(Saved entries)
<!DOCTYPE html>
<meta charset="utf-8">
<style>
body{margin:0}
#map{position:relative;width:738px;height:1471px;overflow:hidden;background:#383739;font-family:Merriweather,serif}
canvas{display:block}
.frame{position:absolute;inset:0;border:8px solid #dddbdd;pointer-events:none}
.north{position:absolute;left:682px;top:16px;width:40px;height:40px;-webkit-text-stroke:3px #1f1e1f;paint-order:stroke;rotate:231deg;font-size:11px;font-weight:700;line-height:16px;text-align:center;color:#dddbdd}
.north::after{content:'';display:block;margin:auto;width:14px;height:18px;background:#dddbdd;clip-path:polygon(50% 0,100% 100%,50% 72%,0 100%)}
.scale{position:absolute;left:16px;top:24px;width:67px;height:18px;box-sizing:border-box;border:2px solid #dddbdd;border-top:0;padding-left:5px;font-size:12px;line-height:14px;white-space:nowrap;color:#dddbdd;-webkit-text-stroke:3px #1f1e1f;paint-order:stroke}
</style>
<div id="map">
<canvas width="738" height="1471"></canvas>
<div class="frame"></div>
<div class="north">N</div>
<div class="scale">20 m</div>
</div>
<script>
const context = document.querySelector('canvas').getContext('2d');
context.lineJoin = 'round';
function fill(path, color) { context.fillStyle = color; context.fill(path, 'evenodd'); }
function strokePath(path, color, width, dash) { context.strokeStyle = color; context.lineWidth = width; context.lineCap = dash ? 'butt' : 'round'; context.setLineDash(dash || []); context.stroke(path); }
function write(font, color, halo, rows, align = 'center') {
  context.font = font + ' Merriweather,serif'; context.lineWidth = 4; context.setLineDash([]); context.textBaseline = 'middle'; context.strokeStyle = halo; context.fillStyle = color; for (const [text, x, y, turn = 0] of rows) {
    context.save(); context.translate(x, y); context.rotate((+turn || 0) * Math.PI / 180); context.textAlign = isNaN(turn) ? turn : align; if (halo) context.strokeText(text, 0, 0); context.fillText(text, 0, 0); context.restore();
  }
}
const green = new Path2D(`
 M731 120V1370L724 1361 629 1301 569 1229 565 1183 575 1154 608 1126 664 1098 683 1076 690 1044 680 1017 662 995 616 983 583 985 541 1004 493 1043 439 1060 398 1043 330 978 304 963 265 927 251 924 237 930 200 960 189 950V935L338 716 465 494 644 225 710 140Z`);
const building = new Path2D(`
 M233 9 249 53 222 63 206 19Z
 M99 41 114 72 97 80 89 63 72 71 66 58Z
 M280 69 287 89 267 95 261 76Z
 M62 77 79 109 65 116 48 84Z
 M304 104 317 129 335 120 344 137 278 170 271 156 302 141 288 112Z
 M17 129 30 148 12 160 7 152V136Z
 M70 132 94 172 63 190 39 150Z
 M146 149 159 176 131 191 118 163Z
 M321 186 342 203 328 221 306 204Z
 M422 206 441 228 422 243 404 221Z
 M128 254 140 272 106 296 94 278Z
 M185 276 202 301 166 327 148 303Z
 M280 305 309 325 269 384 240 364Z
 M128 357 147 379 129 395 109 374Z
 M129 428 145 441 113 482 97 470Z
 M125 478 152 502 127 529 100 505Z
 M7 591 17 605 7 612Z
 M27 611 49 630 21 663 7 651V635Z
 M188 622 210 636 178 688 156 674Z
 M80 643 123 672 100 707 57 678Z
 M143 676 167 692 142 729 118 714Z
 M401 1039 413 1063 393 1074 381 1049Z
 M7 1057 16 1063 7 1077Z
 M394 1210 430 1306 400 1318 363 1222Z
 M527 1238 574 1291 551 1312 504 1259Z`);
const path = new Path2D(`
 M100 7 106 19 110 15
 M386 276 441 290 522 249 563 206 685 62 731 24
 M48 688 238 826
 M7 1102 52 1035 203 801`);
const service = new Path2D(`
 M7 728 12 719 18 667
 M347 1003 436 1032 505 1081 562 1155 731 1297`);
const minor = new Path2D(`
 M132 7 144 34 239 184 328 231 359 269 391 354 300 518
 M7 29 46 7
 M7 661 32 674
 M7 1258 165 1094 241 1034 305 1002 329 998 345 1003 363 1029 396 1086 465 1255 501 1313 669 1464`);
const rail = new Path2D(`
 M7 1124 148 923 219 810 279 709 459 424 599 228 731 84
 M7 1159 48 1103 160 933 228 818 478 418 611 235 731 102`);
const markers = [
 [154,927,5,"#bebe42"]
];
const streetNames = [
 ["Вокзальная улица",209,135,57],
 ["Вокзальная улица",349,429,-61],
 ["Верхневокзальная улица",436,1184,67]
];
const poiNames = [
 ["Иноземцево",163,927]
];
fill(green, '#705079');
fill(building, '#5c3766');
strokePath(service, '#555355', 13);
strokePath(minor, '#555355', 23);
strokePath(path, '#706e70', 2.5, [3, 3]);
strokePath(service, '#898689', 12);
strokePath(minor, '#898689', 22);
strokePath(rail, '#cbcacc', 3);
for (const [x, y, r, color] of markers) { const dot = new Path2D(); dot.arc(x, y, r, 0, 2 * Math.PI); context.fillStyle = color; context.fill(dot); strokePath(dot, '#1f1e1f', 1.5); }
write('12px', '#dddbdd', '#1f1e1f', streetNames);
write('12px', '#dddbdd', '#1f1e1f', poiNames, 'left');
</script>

TASK OBJECTIVE:
Lines with "canvas" in the records above: copy every one of them.

WRITTEN SOLUTION:
canvas{display:block}
<canvas width="738" height="1471"></canvas>
const context = document.querySelector('canvas').getContext('2d');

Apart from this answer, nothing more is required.